TASK INSTRUCTIONS - Whenever a line in the records below holds the string "Heladería", copy it out.

-*-

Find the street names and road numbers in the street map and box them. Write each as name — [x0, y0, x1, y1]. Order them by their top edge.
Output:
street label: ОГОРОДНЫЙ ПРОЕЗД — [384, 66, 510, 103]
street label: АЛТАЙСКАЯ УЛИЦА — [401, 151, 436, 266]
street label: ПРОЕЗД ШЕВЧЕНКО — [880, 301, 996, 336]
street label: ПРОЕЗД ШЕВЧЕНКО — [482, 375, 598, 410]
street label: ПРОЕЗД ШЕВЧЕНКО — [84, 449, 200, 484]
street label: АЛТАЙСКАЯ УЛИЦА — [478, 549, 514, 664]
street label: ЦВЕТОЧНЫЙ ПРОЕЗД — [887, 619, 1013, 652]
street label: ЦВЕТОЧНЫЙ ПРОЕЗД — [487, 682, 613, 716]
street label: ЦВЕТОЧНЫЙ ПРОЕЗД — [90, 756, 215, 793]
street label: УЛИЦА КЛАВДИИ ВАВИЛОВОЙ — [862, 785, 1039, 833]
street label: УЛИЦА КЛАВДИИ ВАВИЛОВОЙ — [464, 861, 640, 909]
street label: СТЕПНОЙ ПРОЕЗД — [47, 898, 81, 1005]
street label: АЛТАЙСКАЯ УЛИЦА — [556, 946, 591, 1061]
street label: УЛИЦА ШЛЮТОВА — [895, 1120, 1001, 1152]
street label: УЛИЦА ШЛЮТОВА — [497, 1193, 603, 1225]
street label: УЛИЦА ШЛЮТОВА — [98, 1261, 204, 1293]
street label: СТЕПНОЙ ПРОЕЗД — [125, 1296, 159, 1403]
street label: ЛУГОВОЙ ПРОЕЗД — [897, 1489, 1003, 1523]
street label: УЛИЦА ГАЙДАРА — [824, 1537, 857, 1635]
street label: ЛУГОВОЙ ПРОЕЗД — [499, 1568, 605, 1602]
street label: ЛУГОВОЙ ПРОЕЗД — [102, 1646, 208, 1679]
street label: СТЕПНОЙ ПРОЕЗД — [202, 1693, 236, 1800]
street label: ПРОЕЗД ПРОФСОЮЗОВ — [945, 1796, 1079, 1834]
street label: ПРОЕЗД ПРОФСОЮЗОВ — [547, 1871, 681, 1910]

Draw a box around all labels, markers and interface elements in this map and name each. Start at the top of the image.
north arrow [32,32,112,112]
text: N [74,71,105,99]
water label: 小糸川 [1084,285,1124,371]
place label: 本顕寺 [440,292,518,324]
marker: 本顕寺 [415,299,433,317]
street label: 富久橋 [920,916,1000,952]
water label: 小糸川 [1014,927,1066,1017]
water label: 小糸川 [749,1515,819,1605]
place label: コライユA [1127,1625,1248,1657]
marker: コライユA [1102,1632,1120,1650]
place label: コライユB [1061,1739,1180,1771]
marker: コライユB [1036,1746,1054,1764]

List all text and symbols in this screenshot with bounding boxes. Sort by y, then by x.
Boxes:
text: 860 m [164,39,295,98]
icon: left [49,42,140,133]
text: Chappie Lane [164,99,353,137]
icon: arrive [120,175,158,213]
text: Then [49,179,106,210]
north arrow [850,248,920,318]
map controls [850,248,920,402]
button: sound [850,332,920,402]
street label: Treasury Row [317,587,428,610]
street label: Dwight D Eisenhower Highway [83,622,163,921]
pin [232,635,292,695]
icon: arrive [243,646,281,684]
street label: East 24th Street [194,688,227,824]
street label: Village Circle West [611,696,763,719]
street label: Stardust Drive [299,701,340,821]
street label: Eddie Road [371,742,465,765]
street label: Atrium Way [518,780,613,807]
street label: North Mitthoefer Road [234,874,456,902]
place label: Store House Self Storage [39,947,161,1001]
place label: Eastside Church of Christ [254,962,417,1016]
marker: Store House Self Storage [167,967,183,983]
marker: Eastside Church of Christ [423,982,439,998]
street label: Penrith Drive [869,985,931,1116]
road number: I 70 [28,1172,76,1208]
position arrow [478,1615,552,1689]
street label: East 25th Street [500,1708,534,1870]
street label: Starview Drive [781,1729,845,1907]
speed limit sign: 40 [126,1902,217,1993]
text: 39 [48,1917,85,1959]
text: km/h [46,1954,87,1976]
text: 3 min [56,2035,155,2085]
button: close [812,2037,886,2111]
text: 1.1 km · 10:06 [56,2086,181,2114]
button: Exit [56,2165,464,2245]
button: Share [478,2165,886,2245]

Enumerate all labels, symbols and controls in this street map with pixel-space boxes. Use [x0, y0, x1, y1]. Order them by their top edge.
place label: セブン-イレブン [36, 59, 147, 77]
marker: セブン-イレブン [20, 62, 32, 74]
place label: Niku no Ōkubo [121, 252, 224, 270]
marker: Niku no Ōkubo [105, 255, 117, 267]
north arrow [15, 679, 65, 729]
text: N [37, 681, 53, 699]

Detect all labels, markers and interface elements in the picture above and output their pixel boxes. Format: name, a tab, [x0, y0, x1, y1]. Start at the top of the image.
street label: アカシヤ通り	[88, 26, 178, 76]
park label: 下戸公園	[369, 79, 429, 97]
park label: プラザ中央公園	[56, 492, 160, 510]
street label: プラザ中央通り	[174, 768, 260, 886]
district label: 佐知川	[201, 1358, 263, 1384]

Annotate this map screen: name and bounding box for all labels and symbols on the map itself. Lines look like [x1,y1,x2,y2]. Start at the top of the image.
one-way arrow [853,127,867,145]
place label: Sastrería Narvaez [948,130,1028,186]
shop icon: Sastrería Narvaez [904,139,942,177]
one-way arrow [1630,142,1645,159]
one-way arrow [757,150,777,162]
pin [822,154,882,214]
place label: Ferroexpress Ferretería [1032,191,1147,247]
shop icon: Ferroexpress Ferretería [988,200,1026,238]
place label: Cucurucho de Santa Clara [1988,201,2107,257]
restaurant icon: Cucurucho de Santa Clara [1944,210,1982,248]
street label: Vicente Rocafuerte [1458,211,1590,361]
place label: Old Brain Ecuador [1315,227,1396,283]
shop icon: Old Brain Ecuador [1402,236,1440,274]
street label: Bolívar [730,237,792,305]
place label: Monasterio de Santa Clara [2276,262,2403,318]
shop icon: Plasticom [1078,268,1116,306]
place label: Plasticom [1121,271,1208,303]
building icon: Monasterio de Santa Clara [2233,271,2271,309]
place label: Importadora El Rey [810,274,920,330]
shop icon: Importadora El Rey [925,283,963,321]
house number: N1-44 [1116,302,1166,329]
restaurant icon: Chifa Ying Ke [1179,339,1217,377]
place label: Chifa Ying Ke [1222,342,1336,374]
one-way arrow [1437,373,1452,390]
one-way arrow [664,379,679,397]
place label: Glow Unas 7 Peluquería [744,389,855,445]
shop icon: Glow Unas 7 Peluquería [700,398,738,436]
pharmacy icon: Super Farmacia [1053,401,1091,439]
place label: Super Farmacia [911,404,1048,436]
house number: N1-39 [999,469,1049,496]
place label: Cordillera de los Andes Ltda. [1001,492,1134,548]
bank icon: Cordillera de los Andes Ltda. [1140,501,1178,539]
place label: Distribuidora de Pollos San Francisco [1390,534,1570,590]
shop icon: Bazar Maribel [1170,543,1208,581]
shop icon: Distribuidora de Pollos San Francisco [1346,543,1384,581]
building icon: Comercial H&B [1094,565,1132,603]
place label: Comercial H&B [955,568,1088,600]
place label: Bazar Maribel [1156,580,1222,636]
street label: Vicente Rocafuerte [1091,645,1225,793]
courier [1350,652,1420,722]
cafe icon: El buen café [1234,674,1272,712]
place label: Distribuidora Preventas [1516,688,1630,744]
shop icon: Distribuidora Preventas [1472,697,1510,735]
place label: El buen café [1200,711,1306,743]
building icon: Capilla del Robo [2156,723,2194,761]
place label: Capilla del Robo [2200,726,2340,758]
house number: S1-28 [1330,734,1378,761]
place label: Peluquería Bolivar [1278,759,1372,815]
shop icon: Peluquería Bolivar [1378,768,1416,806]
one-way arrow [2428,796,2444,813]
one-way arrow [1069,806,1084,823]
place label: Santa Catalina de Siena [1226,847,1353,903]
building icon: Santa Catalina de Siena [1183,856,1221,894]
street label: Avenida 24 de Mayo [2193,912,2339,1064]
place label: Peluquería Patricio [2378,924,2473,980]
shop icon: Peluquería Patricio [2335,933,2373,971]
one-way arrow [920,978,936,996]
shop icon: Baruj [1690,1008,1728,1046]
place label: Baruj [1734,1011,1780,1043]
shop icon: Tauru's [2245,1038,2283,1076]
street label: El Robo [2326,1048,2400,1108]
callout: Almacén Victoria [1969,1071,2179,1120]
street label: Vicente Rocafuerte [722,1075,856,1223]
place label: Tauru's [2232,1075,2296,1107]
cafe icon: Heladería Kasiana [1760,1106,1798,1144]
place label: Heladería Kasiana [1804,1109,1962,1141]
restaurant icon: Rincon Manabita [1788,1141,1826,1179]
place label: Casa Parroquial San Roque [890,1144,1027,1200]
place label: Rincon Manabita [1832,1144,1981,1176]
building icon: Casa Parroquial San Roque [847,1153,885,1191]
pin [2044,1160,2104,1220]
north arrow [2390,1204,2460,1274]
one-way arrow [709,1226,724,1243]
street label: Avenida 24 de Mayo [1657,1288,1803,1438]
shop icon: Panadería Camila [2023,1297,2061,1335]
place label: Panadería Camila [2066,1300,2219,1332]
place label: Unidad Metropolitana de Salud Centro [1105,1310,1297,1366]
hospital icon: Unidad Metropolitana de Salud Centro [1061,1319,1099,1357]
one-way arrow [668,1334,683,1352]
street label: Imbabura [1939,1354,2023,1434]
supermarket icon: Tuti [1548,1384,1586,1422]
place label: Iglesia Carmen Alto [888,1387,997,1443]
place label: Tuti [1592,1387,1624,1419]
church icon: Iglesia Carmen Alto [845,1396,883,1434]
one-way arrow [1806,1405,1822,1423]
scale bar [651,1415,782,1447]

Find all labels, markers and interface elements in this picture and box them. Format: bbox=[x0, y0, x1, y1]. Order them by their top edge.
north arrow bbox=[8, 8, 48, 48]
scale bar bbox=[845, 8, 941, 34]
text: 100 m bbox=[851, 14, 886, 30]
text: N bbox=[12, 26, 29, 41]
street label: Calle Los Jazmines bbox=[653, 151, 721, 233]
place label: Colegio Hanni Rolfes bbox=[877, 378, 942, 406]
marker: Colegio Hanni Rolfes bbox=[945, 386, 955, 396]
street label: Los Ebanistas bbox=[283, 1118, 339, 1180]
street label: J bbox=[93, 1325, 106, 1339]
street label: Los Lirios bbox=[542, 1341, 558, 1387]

-*-

TASK RESULT -
cafe icon: Heladería Kasiana [1760,1106,1798,1144]
place label: Heladería Kasiana [1804,1109,1962,1141]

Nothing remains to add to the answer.